What I Do Not Bother With
Since everyone asks: no, I do not chase “AI Overview optimisation hacks” on Slack every week.
Things I mostly ignore:
- Stuffing “according to Google” or similar phrases into copy
- Weird HTML tricks to force citations
- Endless A/B tests on intro paragraph style for GEO
The system is too noisy and too early for micro-optimisation. I would rather invest in entity clarity and structured content that will still make sense when GEO v3 ships.

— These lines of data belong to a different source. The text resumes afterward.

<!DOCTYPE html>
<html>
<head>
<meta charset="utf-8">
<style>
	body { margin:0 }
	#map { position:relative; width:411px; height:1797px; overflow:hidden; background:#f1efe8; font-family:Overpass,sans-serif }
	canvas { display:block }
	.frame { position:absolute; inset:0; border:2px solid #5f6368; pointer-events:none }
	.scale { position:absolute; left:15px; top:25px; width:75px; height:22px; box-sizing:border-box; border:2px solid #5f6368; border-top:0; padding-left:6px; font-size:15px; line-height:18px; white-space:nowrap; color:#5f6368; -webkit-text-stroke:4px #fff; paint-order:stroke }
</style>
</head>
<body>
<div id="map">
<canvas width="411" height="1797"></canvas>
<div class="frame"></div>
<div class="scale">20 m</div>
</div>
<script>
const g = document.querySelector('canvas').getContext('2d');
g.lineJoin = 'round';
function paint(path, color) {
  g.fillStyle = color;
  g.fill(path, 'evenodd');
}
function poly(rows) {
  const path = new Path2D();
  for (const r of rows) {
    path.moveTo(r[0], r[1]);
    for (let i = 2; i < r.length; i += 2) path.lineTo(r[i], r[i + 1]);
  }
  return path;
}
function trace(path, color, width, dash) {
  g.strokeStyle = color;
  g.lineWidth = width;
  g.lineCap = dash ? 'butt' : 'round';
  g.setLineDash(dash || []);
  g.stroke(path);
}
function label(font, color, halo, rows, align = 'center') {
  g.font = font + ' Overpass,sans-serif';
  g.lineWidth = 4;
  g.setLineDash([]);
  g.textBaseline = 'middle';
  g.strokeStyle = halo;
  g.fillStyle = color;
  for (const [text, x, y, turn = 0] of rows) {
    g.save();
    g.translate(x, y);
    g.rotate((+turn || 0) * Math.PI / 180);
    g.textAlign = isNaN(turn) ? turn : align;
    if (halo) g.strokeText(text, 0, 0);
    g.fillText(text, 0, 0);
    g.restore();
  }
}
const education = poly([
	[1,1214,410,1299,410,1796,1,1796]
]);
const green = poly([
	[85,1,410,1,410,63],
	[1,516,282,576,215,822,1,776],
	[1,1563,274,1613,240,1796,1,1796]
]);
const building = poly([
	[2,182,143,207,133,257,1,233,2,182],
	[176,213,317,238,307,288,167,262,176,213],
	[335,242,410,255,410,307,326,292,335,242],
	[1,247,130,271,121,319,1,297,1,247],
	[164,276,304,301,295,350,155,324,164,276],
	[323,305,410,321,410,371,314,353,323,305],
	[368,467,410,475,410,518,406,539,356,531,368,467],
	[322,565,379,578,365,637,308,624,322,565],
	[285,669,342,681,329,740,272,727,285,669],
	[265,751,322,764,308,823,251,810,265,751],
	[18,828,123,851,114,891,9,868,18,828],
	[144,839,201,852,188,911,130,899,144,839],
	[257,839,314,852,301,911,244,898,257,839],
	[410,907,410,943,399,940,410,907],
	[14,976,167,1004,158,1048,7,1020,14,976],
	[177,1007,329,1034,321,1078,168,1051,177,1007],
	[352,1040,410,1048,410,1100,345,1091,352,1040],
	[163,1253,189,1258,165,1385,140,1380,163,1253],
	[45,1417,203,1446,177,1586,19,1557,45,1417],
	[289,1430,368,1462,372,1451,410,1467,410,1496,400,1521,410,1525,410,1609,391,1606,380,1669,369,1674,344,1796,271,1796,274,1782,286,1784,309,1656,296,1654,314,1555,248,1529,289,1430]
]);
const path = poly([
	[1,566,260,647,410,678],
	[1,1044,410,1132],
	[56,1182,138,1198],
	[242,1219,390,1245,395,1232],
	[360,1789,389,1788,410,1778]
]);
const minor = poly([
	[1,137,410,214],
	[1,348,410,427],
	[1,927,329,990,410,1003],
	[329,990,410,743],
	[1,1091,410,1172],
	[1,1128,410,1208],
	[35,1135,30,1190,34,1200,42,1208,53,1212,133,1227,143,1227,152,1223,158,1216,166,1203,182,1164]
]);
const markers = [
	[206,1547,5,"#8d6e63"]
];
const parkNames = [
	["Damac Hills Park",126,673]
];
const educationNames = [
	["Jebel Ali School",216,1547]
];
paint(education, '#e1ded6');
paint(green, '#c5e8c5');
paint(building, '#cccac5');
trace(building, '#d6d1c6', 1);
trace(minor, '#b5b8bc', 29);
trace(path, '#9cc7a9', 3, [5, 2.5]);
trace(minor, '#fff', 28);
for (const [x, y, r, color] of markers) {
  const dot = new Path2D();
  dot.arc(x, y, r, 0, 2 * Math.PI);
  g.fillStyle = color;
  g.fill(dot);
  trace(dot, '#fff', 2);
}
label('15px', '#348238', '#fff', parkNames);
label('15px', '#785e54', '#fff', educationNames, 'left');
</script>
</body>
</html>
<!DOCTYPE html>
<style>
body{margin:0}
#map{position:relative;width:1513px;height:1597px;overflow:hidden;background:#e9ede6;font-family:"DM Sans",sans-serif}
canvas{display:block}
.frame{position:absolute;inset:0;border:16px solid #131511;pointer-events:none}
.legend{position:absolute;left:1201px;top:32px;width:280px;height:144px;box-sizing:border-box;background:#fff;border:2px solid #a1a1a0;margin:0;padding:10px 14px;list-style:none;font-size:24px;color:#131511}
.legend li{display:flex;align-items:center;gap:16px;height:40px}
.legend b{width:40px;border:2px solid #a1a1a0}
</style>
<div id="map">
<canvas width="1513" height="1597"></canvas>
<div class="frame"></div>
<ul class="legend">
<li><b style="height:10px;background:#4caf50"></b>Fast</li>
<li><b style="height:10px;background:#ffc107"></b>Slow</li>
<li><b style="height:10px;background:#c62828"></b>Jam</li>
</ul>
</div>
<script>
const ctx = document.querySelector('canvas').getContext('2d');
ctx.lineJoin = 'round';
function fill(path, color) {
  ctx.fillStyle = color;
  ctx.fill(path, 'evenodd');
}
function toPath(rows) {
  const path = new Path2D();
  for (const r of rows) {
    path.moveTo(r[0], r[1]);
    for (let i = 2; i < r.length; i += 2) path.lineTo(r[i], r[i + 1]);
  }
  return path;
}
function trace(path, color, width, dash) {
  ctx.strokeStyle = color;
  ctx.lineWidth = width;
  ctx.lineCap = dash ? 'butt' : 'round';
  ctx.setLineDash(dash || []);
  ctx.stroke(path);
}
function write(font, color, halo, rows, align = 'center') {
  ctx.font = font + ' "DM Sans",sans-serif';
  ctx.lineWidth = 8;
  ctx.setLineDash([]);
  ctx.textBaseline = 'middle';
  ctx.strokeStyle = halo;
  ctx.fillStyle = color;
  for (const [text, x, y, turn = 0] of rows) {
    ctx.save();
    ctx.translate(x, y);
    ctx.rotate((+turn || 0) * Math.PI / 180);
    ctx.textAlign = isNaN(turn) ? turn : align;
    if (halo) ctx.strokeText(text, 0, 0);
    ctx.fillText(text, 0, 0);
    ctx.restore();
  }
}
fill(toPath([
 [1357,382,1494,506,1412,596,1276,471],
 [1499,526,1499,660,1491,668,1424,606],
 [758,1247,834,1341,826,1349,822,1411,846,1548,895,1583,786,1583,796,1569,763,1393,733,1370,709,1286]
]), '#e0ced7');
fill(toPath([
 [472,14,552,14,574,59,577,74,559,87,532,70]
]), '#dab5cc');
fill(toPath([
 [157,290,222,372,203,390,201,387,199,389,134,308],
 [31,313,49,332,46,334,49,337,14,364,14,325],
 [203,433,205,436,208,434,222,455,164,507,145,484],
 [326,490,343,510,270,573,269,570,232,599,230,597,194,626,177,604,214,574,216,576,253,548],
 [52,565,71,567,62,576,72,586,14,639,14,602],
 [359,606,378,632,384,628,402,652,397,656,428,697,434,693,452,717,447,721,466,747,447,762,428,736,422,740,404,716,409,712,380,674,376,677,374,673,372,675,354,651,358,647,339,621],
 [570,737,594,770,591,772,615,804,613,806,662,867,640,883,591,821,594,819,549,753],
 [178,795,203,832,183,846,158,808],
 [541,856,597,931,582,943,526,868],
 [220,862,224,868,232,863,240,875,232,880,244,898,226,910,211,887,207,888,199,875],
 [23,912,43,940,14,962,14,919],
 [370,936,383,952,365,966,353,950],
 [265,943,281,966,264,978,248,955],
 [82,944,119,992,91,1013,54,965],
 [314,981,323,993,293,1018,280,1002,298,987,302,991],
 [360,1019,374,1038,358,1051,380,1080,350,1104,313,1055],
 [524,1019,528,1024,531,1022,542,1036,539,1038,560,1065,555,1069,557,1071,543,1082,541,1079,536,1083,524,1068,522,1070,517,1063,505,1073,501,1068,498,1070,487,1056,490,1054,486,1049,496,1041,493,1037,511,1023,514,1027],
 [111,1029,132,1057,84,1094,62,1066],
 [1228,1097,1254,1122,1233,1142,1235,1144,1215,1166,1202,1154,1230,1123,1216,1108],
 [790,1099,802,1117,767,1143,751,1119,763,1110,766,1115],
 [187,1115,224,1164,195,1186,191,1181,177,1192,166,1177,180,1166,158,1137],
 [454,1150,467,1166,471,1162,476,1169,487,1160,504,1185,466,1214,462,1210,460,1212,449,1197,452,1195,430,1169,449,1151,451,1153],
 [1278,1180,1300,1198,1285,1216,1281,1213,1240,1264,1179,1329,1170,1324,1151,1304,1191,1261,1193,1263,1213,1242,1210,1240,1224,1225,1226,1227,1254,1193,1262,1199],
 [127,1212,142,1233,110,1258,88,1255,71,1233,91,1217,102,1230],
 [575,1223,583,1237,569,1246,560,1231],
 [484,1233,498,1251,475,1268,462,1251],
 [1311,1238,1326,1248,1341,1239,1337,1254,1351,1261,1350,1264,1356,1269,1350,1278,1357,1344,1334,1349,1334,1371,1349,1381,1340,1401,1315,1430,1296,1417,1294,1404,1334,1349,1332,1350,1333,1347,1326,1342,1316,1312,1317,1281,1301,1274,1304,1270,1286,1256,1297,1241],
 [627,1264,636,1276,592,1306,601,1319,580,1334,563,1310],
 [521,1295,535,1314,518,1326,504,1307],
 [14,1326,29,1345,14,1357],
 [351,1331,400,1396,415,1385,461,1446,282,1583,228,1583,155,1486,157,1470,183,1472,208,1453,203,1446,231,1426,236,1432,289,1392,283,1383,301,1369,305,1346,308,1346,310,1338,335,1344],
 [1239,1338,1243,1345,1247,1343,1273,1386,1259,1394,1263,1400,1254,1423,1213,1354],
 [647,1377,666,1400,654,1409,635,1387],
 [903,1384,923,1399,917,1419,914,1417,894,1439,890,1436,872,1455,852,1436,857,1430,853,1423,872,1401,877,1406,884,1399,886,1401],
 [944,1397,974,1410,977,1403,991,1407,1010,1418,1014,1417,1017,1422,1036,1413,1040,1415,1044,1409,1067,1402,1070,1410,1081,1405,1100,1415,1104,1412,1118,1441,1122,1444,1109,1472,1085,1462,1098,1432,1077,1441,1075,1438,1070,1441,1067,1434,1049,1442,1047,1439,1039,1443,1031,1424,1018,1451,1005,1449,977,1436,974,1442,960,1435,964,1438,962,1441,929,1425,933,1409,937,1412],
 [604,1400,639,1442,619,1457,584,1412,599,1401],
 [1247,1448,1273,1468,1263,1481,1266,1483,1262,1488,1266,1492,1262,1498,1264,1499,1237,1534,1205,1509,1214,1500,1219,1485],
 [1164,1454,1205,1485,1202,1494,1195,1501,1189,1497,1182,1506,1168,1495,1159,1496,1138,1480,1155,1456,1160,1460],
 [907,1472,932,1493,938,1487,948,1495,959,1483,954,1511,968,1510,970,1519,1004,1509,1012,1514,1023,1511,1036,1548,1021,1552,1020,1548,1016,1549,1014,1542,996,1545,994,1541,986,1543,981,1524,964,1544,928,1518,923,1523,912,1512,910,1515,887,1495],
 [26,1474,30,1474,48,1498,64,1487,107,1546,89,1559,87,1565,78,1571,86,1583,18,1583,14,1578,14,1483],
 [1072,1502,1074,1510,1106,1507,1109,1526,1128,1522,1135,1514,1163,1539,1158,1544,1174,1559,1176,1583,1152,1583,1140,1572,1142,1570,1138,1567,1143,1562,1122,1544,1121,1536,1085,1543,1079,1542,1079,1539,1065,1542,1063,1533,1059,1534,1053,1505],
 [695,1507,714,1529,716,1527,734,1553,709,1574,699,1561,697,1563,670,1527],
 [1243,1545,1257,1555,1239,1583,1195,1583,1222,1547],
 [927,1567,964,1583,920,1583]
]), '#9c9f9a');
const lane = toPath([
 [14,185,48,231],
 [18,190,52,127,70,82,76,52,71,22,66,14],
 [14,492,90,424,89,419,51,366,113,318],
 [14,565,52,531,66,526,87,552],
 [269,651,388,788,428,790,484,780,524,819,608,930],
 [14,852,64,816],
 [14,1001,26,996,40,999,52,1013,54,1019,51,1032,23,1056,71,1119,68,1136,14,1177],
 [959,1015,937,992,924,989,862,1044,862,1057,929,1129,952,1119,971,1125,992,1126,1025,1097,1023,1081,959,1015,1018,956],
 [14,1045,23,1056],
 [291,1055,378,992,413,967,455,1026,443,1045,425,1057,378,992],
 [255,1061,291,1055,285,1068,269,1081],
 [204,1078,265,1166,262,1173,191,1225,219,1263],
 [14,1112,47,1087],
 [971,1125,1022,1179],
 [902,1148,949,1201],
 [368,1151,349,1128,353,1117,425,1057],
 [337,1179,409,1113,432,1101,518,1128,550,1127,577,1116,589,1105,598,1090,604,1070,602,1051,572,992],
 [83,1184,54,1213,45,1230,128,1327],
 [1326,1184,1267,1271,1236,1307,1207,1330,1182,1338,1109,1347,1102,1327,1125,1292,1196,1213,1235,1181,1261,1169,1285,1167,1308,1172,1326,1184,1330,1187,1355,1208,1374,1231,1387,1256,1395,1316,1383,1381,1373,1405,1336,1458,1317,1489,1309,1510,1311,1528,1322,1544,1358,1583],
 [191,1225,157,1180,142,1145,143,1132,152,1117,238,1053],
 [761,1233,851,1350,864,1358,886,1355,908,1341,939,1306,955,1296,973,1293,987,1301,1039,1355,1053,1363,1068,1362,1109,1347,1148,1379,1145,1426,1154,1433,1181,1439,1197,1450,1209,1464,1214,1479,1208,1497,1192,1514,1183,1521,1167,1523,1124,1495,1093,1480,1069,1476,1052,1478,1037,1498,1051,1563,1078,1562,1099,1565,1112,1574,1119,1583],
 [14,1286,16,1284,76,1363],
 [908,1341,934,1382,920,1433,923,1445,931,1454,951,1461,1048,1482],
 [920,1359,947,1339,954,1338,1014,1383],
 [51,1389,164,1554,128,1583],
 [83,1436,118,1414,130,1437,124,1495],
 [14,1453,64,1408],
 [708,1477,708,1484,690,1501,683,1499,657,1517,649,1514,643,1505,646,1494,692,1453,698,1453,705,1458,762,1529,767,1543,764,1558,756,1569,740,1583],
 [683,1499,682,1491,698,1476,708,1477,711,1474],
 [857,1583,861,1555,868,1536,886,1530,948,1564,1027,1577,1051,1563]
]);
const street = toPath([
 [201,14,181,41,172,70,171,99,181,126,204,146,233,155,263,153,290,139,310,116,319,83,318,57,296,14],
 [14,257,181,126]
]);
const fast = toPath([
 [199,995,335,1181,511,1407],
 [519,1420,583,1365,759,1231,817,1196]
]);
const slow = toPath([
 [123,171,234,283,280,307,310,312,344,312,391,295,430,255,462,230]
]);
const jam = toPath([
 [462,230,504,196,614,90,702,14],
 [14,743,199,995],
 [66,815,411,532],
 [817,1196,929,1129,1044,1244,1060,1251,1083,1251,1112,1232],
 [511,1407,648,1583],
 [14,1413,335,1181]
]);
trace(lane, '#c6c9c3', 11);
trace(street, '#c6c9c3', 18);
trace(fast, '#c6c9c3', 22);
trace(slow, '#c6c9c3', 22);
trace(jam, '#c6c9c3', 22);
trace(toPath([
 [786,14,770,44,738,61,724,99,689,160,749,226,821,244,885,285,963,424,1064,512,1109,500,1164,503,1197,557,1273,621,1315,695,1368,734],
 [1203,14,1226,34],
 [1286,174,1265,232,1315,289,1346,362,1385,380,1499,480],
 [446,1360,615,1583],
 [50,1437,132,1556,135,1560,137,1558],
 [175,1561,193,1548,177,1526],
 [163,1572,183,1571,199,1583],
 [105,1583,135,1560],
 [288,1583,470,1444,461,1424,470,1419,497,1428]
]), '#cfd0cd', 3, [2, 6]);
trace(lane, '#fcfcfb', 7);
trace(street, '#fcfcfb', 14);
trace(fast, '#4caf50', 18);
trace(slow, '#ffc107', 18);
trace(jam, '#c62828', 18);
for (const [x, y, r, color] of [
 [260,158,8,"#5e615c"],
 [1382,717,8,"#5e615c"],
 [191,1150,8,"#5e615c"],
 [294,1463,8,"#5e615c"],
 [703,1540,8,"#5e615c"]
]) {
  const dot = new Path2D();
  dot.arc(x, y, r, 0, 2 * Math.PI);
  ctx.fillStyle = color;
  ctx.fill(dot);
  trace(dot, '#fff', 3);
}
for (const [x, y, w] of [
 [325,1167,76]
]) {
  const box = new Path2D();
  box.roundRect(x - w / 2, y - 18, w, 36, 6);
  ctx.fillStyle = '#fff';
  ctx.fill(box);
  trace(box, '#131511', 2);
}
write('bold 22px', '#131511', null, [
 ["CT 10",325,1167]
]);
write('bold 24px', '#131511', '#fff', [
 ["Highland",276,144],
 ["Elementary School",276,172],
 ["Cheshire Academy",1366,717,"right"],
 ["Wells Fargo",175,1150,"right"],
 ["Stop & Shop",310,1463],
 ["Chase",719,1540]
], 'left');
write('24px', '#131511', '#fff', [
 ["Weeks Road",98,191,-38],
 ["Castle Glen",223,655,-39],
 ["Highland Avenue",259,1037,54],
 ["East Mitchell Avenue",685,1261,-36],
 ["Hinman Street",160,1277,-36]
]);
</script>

AI Overviews Are Just Another Interface
AI Overviews feel new, but from a builder’s perspective they are just another interface to the same old thing: text, structure, and trust.
If your content:
- Maps cleanly to entities the model already trusts
- Exposes compact, structured answers through FAQ-style blocks
- Lives behind clear
robots.txtandllms.txtrules
Then you have a realistic shot at being the site that GEO leans on, rather than the one that gets paraphrased anonymously.
I like that trade. It rewards builders who care about structure instead of just spamming more words. And it is not magic. Just plumbing you can actually work with.